Comprehensive transcriptomic analysis provides new insights into the mechanism of ray floret morphogenesis in chrysanthemum.

作者信息

Pu Ya, Huang He, Wen Xiaohui, Lu Chenfei, Zhang Bohan, Gu Xueqi, Qi Shuai, Fan Guangxun, Wang Wenkui, Dai Silan

机构信息

Beijing Advanced Innovation Center for Tree Breeding by Molecular Design, Beijing Key Laboratory of Ornamental Plants Germplasm Innovation & Molecular Breeding, National Engineering Research Center for Floriculture, Beijing Laboratory of Urban and Rural Ecological Environment, Key Laboratory of Genetics and Breeding in Forest Trees and Ornamental Plants of Education Ministry, School of Landscape Architecture, Beijing Forestry University, Beijing, 100083, China.

Fuzhou Planning Design & Research Institute, Fuzhou, 350108, China.

出版信息

BMC Genomics. 2020 Oct 20;21(1):728. doi: 10.1186/s12864-020-07110-y.

DOI:10.1186/s12864-020-07110-y
PMID:33081692
原文链接:https://pmc.ncbi.nlm.nih.gov/articles/PMC7574349/
Abstract

BACKGROUND

The ray floret shapes referred to as petal types on the chrysanthemum (Chrysanthemum × morifolium Ramat.) capitulum is extremely abundant, which is one of the most important ornamental traits of chrysanthemum.

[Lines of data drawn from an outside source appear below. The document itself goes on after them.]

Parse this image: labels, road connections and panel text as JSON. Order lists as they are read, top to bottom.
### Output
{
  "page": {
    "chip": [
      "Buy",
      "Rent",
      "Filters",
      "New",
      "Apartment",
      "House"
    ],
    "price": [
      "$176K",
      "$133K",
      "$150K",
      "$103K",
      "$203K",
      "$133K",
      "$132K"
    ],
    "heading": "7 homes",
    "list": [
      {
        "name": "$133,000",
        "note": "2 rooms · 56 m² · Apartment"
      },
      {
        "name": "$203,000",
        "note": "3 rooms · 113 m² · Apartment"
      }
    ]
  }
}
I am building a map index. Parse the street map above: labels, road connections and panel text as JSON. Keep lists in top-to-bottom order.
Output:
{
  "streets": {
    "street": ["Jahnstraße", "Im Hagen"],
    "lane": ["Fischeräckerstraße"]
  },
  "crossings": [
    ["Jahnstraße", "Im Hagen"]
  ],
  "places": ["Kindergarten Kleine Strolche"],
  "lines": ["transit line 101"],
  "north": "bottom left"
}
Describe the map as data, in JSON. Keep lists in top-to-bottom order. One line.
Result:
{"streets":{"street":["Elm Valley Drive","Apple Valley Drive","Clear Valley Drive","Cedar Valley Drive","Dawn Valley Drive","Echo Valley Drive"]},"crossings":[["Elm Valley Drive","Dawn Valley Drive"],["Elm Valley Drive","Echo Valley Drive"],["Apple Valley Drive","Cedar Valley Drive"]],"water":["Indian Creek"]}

However, the regulatory mechanisms of different ray floret shapes are still unknown. C. vestitum is a major origin species of cultivated chrysanthemum and has flat, spoon, and tubular type of ray florets which are the three basic petal types of chrysanthemum. Therefore, it is an ideal model material for studying ray floret morphogenesis in chrysanthemum. Here, using morphological, gene expression and transcriptomic analyses of different ray floret types of C. vestitum, we explored the developmental processes and underlying regulatory networks of ray florets.

RESULTS

The formation of the flat type was due to stagnation of its dorsal petal primordium, while the petal primordium of the tubular type had an intact ring shape. Morphological differences between the two ray floret types occurred during the initial stage with vigorous cell division. Analysis of genes related to flower development showed that CYCLOIDEA genes, including CYC2b, CYC2d, CYC2e, and CYC2f, were differentially expressed in different ray floret types, while the transcriptional levels of others, such as MADS-box genes, were not significantly different. Hormone-related genes, including SMALL AUXIN UPREGULATED RNA (SAUR), GRETCHEN HAGEN3 (GH3), GIBBERELLIN 2-BETA-DIOXYGENASE 1 (GA2OX1) and APETALA2/ETHYLENE RESPONSIVE FACTOR (AP2/ERF), were identified from 1532 differentially expressed genes (DEGs) in pairwise comparisons among the flat, spoon, and tubular types, with significantly higher expression in the tubular type than that in the flat type and potential involvement in the morphogenesis of different ray floret types.

CONCLUSIONS

Our findings, together with the gene interactional relationships reported for Arabidopsis thaliana, suggest that hormone-related genes are highly expressed in the tubular type, promoting petal cell division and leading to the formation of a complete ring of the petal primordium. These results provide novel insights into the morphological variation of ray floret of chrysanthemum.

摘要

背景

菊花(Chrysanthemum × morifolium Ramat.)头状花序上被称为花瓣类型的舌状花形态极为丰富,这是菊花最重要的观赏性状之一。然而,不同舌状花形态的调控机制仍不清楚。野菊(C. vestitum)是栽培菊花的主要起源物种,具有平瓣、匙瓣和管瓣三种菊花基本花瓣类型的舌状花。因此,它是研究菊花舌状花形态发生的理想模式材料。在此,我们通过对野菊不同舌状花类型进行形态学、基因表达和转录组分析,探索了舌状花的发育过程及其潜在调控网络。

结果

平瓣类型的形成是由于其背面花瓣原基停滞发育,而管瓣类型的花瓣原基呈完整的环状。两种舌状花类型之间的形态差异在细胞分裂旺盛的初始阶段就已出现。对花发育相关基因的分析表明,CYCLOIDEA基因,包括CYC2b、CYC2d、CYC2e和CYC2f,在不同舌状花类型中差异表达,而其他基因如MADS-box基因的转录水平无显著差异。从小勺瓣、平瓣和管瓣两两比较得到的1532个差异表达基因(DEG)中鉴定出激素相关基因,包括小生长素上调RNA(SAUR)、GRETCHEN HAGEN3(GH3)、赤霉素2-β-双加氧酶1(GA2OX1)和APETALA2/乙烯响应因子(AP2/ERF),这些基因在管瓣类型中的表达显著高于平瓣类型,并可能参与不同舌状花类型的形态发生。

结论

我们的研究结果,结合拟南芥中报道的基因相互作用关系,表明激素相关基因在管瓣类型中高表达,促进花瓣细胞分裂并导致花瓣原基形成完整的环状。这些结果为菊花舌状花形态变异提供了新的见解。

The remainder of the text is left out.